I saw your post about hot beef sundaes.I attend the Iowa State Fair annually and at the Cattlemen's Beef Quarters they have a similar entree there.


  1. I, too, was at the ISF this year, and I can tell you the sign for the HBS was nowhere near at purdy as the one displayed here. Which made me sad, because I wanted to try one. Had to settle for a 16″ corndog and a turkey leg that would’ve choked Fred Flintstone.

  2. Does BoingBoing really need a hot beef injection every day? How about a steamer (a healthy choice), a pink taco, or your basic tossed salad?

    Come on…if you guys don’t grow up a little, you’re gonna have to change the name of this site to something that might serve as a euphemism or onomatopoeia for sex.
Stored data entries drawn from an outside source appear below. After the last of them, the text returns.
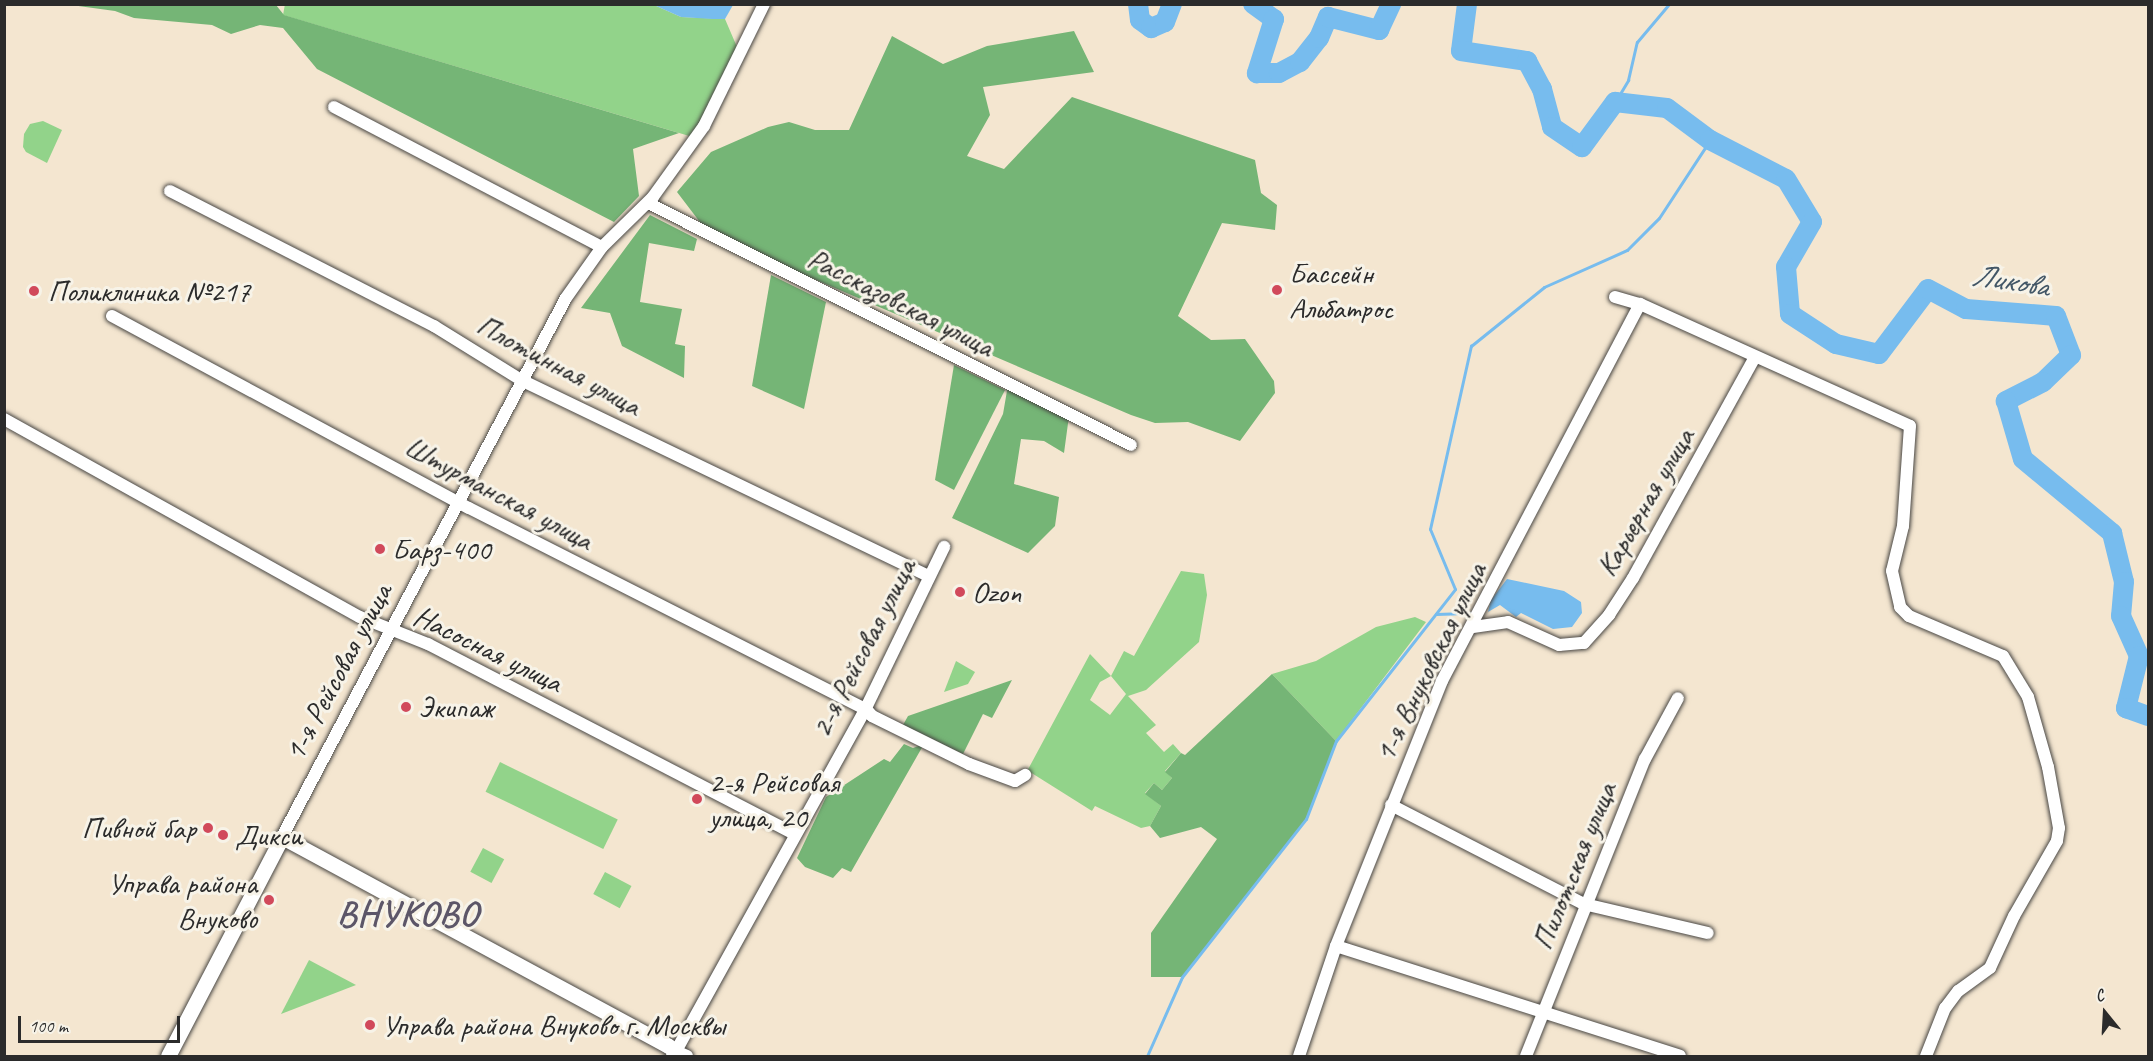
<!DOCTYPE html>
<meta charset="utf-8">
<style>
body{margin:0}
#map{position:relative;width:2153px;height:1061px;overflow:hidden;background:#f4e6d0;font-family:Caveat,sans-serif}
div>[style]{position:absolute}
.green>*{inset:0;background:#92d38a;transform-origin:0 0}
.forest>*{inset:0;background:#75b576}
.water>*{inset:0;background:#77bcee}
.stream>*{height:3px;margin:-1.5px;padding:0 1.5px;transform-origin:1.5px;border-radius:1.5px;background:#77bcee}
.river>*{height:20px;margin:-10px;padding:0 10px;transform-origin:10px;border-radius:10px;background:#77bcee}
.roads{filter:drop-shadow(0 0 2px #494744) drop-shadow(0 0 2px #494744)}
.minor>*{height:12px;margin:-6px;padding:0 6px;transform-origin:6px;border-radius:6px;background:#fff}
.tertiary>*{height:15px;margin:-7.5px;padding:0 7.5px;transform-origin:7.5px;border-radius:7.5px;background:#fff}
.dots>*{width:16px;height:16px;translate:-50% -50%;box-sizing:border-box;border:3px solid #f7f3e8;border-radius:50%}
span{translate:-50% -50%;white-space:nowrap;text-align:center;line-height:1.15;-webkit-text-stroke:6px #f7f3e8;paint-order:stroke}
.poi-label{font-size:30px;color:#2b2b2b}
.left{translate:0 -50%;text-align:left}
.right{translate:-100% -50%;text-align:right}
.street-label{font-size:30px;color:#2b2b2b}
.water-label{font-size:32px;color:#425666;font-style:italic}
.district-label{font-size:36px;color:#5c5668;font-weight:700;letter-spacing:1.5px}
.frame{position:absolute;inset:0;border:6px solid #2b2b2b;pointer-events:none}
.north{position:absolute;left:2075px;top:983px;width:60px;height:60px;-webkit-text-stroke:4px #f7f3e8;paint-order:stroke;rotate:342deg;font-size:16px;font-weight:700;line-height:24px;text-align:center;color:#2b2b2b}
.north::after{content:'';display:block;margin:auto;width:21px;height:27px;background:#2b2b2b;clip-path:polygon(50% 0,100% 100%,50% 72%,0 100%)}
.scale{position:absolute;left:18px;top:1016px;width:162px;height:27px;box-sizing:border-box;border:3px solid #2b2b2b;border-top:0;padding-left:8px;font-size:18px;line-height:21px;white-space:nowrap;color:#2b2b2b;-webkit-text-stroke:4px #f7f3e8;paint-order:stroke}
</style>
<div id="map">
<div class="green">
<i style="clip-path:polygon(285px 4px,654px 5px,681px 17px,725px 19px,740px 54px,696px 138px,283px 15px)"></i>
<i style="clip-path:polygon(43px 121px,62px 130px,47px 163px,26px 152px,23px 147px,24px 134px,30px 124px)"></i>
<i style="clip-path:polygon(evenodd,1181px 571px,1204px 574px,1207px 595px,1199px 642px,1146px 690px,1128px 696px,1156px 725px,1146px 733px,1164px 752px,1173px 744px,1181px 753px,1165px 771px,1172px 778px,1162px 790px,1154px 783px,1145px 793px,1161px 806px,1150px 826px,1141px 828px,1095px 806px,1092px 811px,1030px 772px,1025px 775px,1090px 654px,1111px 676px,1124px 651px,1134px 656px,1181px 571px,1111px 676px,1126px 694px,1110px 715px,1090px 700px,1100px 682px,1111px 676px)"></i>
<i style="clip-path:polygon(1415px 617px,1426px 622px,1336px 741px,1272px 674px,1316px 661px,1376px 627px)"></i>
<i style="clip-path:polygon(956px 661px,975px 672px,968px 684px,944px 692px)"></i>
<i style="left:500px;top:762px;width:131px;height:33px;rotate:26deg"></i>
<i style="left:483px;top:848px;width:24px;height:27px;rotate:28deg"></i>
<i style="left:605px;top:872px;width:30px;height:25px;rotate:28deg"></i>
<i style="clip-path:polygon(309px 960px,356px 985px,281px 1014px)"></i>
</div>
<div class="forest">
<i style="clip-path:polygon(71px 5px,276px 5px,284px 15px,679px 133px,633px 149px,639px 196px,614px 222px,317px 69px,283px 28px,260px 25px,231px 34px,212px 25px,134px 18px,115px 11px)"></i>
<i style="clip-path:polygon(1074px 31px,1094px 72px,983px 87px,990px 115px,967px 156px,1004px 169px,1072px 97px,1255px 160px,1261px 193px,1277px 205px,1275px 230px,1222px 223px,1178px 316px,1211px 340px,1245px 339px,1274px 381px,1275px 393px,1240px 441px,1188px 422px,1155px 423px,1131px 415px,709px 234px,677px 192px,711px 152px,768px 127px,789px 122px,815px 130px,849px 130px,892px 36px,943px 64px,987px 46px)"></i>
<i style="clip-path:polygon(650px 215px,697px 239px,694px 251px,649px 243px,640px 302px,682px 309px,675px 344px,685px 346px,684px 378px,622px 346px,610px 313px,581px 308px)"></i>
<i style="clip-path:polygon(771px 275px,826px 302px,804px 409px,752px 386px)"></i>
<i style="clip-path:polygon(954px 365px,1005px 390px,954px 490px,935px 480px)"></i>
<i style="clip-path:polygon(1008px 385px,1069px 416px,1064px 453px,1044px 441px,1021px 439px,1014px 484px,1059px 497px,1055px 526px,1028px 553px,952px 518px,1003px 414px)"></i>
<i style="clip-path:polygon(1272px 674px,1336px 741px,1306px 819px,1182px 977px,1151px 977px,1151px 933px,1217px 839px,1201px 827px,1160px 838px,1150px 826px,1161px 806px,1145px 794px,1154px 783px,1162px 790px,1172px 778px,1165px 772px,1181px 753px,1185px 755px)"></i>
<i style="clip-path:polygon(1012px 680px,992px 718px,983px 714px,963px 754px,903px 725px,908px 716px)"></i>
<i style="clip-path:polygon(904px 744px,913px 748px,924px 744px,851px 872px,842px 868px,833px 878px,805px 867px,797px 858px,826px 797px,884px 759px,890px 762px)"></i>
</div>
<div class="water">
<i style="clip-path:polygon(654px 5px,733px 5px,725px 19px,712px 19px,681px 17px)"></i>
<i style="clip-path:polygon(1507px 579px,1564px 591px,1581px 602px,1582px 613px,1572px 627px,1553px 629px,1521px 613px,1516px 617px,1500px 605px,1488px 612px,1491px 600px)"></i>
</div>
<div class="stream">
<i style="left:1615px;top:102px;width:26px;rotate:-59deg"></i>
<i style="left:1628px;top:80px;width:39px;rotate:-77deg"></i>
<i style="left:1637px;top:42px;width:50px;rotate:-49.9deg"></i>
<i style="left:1436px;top:614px;width:38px;rotate:-2deg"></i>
<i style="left:1147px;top:1056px;width:86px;rotate:-66.1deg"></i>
<i style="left:1182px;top:977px;width:201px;rotate:-51.9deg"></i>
<i style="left:1306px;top:819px;width:84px;rotate:-69deg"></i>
<i style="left:1336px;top:741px;width:193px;rotate:-51.9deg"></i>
<i style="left:1455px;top:589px;width:65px;rotate:-112.6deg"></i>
<i style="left:1430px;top:529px;width:188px;rotate:-77.4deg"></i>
<i style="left:1471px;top:346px;width:94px;rotate:-38.9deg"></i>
<i style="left:1544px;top:287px;width:91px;rotate:-24deg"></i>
<i style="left:1627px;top:250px;width:45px;rotate:-45deg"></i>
<i style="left:1659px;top:218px;width:93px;rotate:-56.8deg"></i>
</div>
<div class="river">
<i style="left:1138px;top:4px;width:16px;rotate:83deg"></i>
<i style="left:1140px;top:20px;width:14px;rotate:36deg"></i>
<i style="left:1151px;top:28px;width:15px;rotate:-23deg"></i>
<i style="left:1165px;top:22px;width:19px;rotate:-69deg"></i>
<i style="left:1253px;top:4px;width:26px;rotate:36deg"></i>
<i style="left:1274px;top:19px;width:57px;rotate:107.5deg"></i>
<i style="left:1257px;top:73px;width:22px"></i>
<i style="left:1279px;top:73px;width:24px;rotate:-28deg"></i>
<i style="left:1300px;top:62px;width:31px;rotate:-52deg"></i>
<i style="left:1319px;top:38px;width:23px;rotate:-67deg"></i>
<i style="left:1328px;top:17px;width:53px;rotate:14.3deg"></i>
<i style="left:1379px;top:30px;width:29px;rotate:-65deg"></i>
<i style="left:1467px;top:4px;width:47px;rotate:97.3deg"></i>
<i style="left:1461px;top:51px;width:67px;rotate:8.6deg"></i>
<i style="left:1527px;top:61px;width:32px;rotate:62deg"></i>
<i style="left:1542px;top:89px;width:39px;rotate:75deg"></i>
<i style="left:1552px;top:127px;width:36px;rotate:34deg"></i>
<i style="left:1582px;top:147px;width:56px;rotate:-53.7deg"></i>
<i style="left:1615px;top:102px;width:52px;rotate:6.6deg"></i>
<i style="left:1667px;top:108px;width:54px;rotate:36.7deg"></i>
<i style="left:1710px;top:140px;width:85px;rotate:27.2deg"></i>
<i style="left:1786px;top:179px;width:50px;rotate:58.8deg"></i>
<i style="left:1812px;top:222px;width:52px;rotate:120deg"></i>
<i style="left:1786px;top:267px;width:47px;rotate:85.1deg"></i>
<i style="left:1790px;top:314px;width:55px;rotate:33.1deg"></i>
<i style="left:1836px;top:344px;width:44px;rotate:13.1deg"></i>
<i style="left:1879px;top:354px;width:81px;rotate:-53deg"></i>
<i style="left:1928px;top:289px;width:43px;rotate:27.8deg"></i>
<i style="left:1966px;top:309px;width:90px;rotate:4.4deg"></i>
<i style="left:2056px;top:316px;width:42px;rotate:69deg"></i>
<i style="left:2071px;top:355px;width:39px;rotate:136deg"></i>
<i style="left:2043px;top:382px;width:42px;rotate:152.8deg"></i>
<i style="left:2006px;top:401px;width:60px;rotate:73.7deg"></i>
<i style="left:2023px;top:459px;width:116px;rotate:39.7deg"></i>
<i style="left:2112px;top:533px;width:50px;rotate:76.2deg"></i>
<i style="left:2124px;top:582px;width:34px;rotate:95deg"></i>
<i style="left:2121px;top:616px;width:44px;rotate:65.8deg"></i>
<i style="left:2139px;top:656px;width:54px;rotate:104deg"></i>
<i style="left:2126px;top:708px;width:23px;rotate:20deg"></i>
</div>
<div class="roads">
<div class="minor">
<i style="left:334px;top:107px;width:302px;rotate:27.6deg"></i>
<i style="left:170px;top:191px;width:297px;rotate:27.1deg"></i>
<i style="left:434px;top:326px;width:102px;rotate:31.8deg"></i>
<i style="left:521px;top:380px;width:453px;rotate:25.7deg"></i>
<i style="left:648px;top:203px;width:540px;rotate:26.61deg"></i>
<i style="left:1615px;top:297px;width:26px;rotate:16deg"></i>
<i style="left:1640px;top:304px;width:296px;rotate:24.3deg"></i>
<i style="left:1910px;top:426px;width:100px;rotate:94deg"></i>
<i style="left:1903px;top:526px;width:46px;rotate:103.7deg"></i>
<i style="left:1892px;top:571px;width:37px;rotate:77deg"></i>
<i style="left:1900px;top:607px;width:13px;rotate:45deg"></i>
<i style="left:1909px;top:616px;width:102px;rotate:23.1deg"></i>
<i style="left:2003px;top:656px;width:48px;rotate:58.6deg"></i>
<i style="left:2028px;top:697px;width:73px;rotate:74.1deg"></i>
<i style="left:2048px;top:767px;width:62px;rotate:79.8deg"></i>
<i style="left:2059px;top:828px;width:13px;rotate:99deg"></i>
<i style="left:2057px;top:841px;width:86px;rotate:119.8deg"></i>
<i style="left:2014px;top:916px;width:57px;rotate:114.8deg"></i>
<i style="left:1990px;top:968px;width:39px;rotate:144deg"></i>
<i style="left:1958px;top:991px;width:21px;rotate:127deg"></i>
<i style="left:1945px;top:1008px;width:52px;rotate:111.6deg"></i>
<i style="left:112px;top:316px;width:405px;rotate:28.3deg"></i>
<i style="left:469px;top:508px;width:445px;rotate:26.9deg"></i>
<i style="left:866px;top:709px;width:9px;rotate:49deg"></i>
<i style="left:872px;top:716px;width:108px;rotate:26.3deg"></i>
<i style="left:969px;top:764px;width:49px;rotate:20.3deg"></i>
<i style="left:1015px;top:781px;width:12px;rotate:-31deg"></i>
<i style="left:4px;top:419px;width:407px;rotate:29.1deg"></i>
<i style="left:360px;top:617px;width:73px;rotate:21.7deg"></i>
<i style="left:428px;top:644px;width:412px;rotate:27.4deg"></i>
<i style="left:1473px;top:627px;width:35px;rotate:-8deg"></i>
<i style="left:1508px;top:622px;width:56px;rotate:24.3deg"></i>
<i style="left:1559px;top:645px;width:25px;rotate:-5deg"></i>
<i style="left:1584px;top:643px;width:38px;rotate:-48deg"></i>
<i style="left:1609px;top:615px;width:44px;rotate:-57deg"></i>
<i style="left:1633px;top:578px;width:250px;rotate:-61.1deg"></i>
<i style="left:1391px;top:805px;width:217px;rotate:27.2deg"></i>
<i style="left:1584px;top:904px;width:127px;rotate:13.2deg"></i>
<i style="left:282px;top:837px;width:609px;rotate:-62.22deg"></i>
<i style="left:566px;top:298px;width:62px;rotate:-54.8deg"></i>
<i style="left:602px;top:247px;width:71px;rotate:-44.4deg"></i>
<i style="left:653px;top:197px;width:87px;rotate:-54.3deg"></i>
<i style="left:704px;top:126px;width:136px;rotate:-63.8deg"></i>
<i style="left:1336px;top:946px;width:361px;rotate:17.7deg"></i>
<i style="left:687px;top:1056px;width:12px;rotate:-156deg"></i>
<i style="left:676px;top:1051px;width:385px;rotate:-61deg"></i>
<i style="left:863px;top:714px;width:186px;rotate:-64.1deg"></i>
<i style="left:1299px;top:1056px;width:116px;rotate:-71.4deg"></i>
<i style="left:1336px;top:946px;width:285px;rotate:-68.2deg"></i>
<i style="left:1442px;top:681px;width:426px;rotate:-62.3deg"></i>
<i style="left:1526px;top:1056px;width:320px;rotate:-68.2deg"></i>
<i style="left:1645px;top:759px;width:69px;rotate:-61.6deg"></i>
</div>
<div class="tertiary">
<i style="left:168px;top:1056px;width:247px;rotate:-62.5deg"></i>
<i style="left:282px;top:837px;width:438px;rotate:28.4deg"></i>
<i style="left:667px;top:1045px;width:11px;rotate:34deg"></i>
<i style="left:676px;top:1051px;width:6px;rotate:121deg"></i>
</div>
</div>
<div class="dots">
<i style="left:1277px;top:290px;background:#d1495b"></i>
<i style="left:34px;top:291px;background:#d1495b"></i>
<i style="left:380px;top:549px;background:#d1495b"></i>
<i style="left:960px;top:592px;background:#d1495b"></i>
<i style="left:406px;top:707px;background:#d1495b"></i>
<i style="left:697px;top:799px;background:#d1495b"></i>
<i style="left:208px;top:828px;background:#d1495b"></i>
<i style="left:223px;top:835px;background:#d1495b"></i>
<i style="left:269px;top:900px;background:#d1495b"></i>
<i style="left:370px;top:1025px;background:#d1495b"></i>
</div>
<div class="poi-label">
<span class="left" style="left:1289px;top:290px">Бассейн<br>Альбатрос</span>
<span class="left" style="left:48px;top:291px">Поликлиника №217</span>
<span class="left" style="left:392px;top:549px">Барз-400</span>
<span class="left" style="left:972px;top:592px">Ozon</span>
<span class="left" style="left:418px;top:707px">Экипаж</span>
<span class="left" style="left:709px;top:799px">2-я Рейсовая<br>улица, 20</span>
<span class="right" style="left:196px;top:828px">Пивной бар</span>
<span class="left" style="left:235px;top:835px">Дикси</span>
<span class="right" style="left:257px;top:900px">Управа района<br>Внуково</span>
<span class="left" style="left:382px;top:1025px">Управа района Внуково г. Москвы</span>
</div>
<div class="street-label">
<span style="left:901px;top:302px;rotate:27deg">Рассказовская улица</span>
<span style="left:559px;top:365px;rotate:28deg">Плотинная улица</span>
<span style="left:499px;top:493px;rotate:28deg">Штурманская улица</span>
<span style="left:1645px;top:502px;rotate:-60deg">Карьерная улица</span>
<span style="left:863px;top:648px;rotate:-63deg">2-я Рейсовая улица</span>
<span style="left:488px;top:649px;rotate:26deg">Насосная улица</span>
<span style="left:1430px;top:662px;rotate:-64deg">1-я Внуковская улица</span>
<span style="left:338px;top:672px;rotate:-62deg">1-я Рейсовая улица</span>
<span style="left:1574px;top:866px;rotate:-68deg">Пилотская улица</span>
</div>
<div class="water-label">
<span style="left:2010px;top:281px;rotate:9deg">Ликова</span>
</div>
<div class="district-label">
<span style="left:408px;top:914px">ВНУКОВО</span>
</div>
<div class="frame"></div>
<div class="north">С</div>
<div class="scale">100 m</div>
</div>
Oh, right:P

  3. if you just read the description it sounds halfway decent: “A bowl filled with two scoops of hand-mashed home-style potatoes surrounded by slow-roasted, fork-tender roast beef topped with a savory beef gravy, a sprinkling of cheddar cheese, and finished with a sweet red tomato on top”

    however, the fact that they call it a sundae makes me vomit in my mouth a little bit…

  4. Am I the only one who, reading “Gentlemen’s Beef Quarters,” instantly thought of beefy men’s HIND quarters?

    Probably so.

    By the way, the international unit of male callipygy is the browder, for reasons obvious to any fan of FarScape. Virtually no one has more than 800 millibrowders except the unit’s namesake, who of course measures one full browder.

  5. I’m an Americorps NCCC Corpsmember stationed currently in Vinton, Iowa. As a thank you from someone we’ve been helping out, I was offered my first beef sundae (for free!). For all who are wondering, it was delicious.

  6. Oh, yes, how very mature. Now I suppose you’ll talking about other food names that sound dirty, such as Spotted Dick, the Manwich, and the Cleveland Steamer. Well, you should all learn to have an open mind, because having any one of these is a delightful experience, and I certainly wouldn’t mind opening my mouth and putting some of that hot beef between my cheeks, even if it does look messy.*

    *This post brought to you in memory of Tobias Fumke.

  7. For science, I am willing to eat the Hot Beef Sundae. I will report my findings as soon as my study is completed.

  8. OKay, from the name “sundae” I thought they were putting beef on ice cream. IF they can make deep fried mars bars they can think this up as well.

    now since it’s basically beef and mashed potatoes made to LOOK like a sundae… that’s different.

    and… there’s a restaurant named Pink Taco?

    Well that’s it I’m opening a tea shop called Teabaggin’s

    I’ll assume that all cuppings at Teabaggin’s come with two lumps.

    Maybe you’d be interested in cross-promoting with the titmouse-powered airline I’m about to start up…my first ad campaign will be called “Come on My Tits.” Because Lufthansa (roughly translates to “The Business of Blowing”) and NWA (translates to “Straight Outta Compton”) were already taken.

  10. Gee, do you think that this is possibly not so much a trend as a viral campaign by the Cattleman’s Beef Board? After all, this poster seems to have been printed by them (not the beef checkmark logo), and they’ve got a recipe for hot beef sundaes on their consumer website.

    Interesting BoingBoing is willing to declare a new “trend” on the basis of two advertisements. Way to be skeptical consumers.

    Not that I’m trying to take the fun out of a clever and probably tasty dinner idea — just pointing out that this is hardly an organically developed concept. Crafty parent’s may have been making it for years, but we probably wouldn’t be hearing about it right now if it weren’t for a large and powerful marketing lobby.